Simple. It is by placing a premium on experience. As you know, there is a popular saying that the level of your training will determine the level of your reign.
In 2006, I was given the opportunity to work in the bank as a teller but I rejected the offer. Instead, I joined an engineering firm for training purposes where I was not placed on any salary, but I walked away from a job where they would have been paying me over N200,000 naira at that time. For me, it’s all about experience, because I knew exactly what I wanted to achieve. To be the best, you have to learn from the best. I was a young engineer at the time and all I set out to achieve was to be one of the best to be reckoned with in the industry and that was the driving force.

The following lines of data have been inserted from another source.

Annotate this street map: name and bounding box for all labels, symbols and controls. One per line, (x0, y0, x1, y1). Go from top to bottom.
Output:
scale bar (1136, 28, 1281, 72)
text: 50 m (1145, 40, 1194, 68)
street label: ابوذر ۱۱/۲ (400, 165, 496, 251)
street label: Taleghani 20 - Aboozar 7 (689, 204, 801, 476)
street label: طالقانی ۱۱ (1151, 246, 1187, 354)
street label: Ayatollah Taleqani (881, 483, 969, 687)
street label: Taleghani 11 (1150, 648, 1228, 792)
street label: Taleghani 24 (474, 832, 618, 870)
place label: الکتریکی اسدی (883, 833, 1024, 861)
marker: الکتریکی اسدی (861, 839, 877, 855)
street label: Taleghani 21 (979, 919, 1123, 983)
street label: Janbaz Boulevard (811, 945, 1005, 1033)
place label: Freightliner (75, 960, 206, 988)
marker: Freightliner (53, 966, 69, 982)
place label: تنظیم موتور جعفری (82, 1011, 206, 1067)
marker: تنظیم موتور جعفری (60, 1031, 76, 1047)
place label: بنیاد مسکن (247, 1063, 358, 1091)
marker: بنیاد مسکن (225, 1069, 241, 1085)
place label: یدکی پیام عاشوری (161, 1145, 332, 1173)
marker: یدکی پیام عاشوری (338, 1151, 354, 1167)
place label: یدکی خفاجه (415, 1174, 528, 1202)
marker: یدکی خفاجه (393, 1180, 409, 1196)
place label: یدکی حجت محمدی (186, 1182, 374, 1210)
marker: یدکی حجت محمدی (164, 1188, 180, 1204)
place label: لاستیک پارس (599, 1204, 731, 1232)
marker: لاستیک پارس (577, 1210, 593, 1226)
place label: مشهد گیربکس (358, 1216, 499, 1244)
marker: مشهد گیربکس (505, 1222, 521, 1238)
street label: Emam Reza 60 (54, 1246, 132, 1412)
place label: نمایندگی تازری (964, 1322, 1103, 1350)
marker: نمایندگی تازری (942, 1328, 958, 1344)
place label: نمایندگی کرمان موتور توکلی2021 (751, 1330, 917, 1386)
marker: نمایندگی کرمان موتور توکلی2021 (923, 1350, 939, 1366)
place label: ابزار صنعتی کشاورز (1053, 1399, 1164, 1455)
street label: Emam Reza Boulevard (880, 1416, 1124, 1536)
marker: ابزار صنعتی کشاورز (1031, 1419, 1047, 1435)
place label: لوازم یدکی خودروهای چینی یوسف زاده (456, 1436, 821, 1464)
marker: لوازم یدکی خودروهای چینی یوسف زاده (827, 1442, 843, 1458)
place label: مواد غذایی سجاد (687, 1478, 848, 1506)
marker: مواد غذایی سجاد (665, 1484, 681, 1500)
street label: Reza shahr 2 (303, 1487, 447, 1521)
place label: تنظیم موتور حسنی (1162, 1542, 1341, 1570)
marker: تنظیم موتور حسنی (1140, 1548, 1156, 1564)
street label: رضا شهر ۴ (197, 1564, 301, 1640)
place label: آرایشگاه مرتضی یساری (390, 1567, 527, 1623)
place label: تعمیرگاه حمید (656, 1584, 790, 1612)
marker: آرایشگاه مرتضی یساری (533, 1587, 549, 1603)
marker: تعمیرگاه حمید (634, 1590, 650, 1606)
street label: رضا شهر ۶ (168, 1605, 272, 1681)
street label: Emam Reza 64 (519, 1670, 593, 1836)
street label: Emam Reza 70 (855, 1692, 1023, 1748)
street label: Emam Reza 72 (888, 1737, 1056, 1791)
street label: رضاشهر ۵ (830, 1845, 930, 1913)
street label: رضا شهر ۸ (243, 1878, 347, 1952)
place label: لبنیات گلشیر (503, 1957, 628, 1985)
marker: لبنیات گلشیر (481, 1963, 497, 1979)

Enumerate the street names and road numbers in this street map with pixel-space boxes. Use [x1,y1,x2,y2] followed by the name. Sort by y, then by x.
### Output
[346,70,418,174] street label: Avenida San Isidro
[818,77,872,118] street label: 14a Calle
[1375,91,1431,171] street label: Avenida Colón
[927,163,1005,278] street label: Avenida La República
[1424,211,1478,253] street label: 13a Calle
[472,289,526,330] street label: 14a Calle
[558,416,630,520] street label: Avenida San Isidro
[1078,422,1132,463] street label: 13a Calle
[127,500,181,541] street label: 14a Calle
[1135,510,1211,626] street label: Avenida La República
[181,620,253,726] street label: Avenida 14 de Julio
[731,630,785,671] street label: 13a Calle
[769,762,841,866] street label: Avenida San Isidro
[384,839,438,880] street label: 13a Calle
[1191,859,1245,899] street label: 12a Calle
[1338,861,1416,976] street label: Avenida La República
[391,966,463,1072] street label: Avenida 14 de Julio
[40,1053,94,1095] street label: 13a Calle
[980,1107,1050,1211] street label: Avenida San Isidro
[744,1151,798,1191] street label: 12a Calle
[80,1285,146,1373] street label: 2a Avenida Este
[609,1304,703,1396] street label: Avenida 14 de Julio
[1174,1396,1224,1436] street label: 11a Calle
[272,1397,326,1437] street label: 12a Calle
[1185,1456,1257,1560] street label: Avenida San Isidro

To be very candid, I wasn’t born with a silver spoon. So I had to survive. I have been learning how to survive since I was nine years old.
What I did differently was that in the first company where I worked, I was being trained on how to design. There was a tutorial place close to the office. In the evening when I close by 5 pm, I would go to the tutorial for two hours. They would pay me 150 naira per hour and that was what I used to sustain myself with the little allowance I was getting from home.
After seven months, I was placed on a salary of N15,000 and I worked with the firm for two years. Later I left the company, to work with another company, which had a bit of structure. I just wanted to experience how structure works, because where I was coming from, we were the accountant, site clerk and storekeeper. I wanted to work in a company where we had site engineers and other professionals to ensure I stayed around and understood how a standard organisation operates, looking at the organisation’s organogram and all that. I worked with the firm for three years and to my surprise, when they interviewed me for the job, they placed me on a salary of 32 thousand naira weekly allowances and I rose from being a site engineer to Deputy Project Manager.
I was coordinating three projects at a time, one in Ilaje Bariga, Makoko and Agunlejika in the Cele area of Lagos and shuttled between these sites every day.
At those sites, they were constructing different structures at that time. So, after working for a group of companies for about one and a half years, I had the urge to experience how it feels to work in a multinational company. So, I applied, but the only available role was a trainee engineer. I accepted the offer but it was a massive pay cut for me. However, working with an organisation like that I experienced efficiency and specialisation at the highest level. In 2010, I pulled out to form a company called Geostruct Konsult Limited where we focused on piling works.
The reason I want to be in the building sector is the fact that people rarely get value for their money in the sector. The majority of people get their fingers burnt, you promise A and deliver Z.
At that time, piling was very complicated. The people doing it at that time didn’t have the technical prerequisite to undertake such projects and the rate of foundations failing at that time was alarming. I took it upon myself to venture into piling, promising myself to do something differently and ensure that every client got value for their money.
In 2010, the little money I gathered was around N570,000. I used it to start up a company called Jostrut Consult Limited. I put the money into the fabrication of what is called a dandle rig. It’s a small piling rig locally manufactured and when this was done I called on people, the operators, they are called triggers and they have many years of experience like me. So we formed a partnership on this project. By 2014, Jostrut Consult had grown to become a company with over N500 million in both equipment and cash in the bank.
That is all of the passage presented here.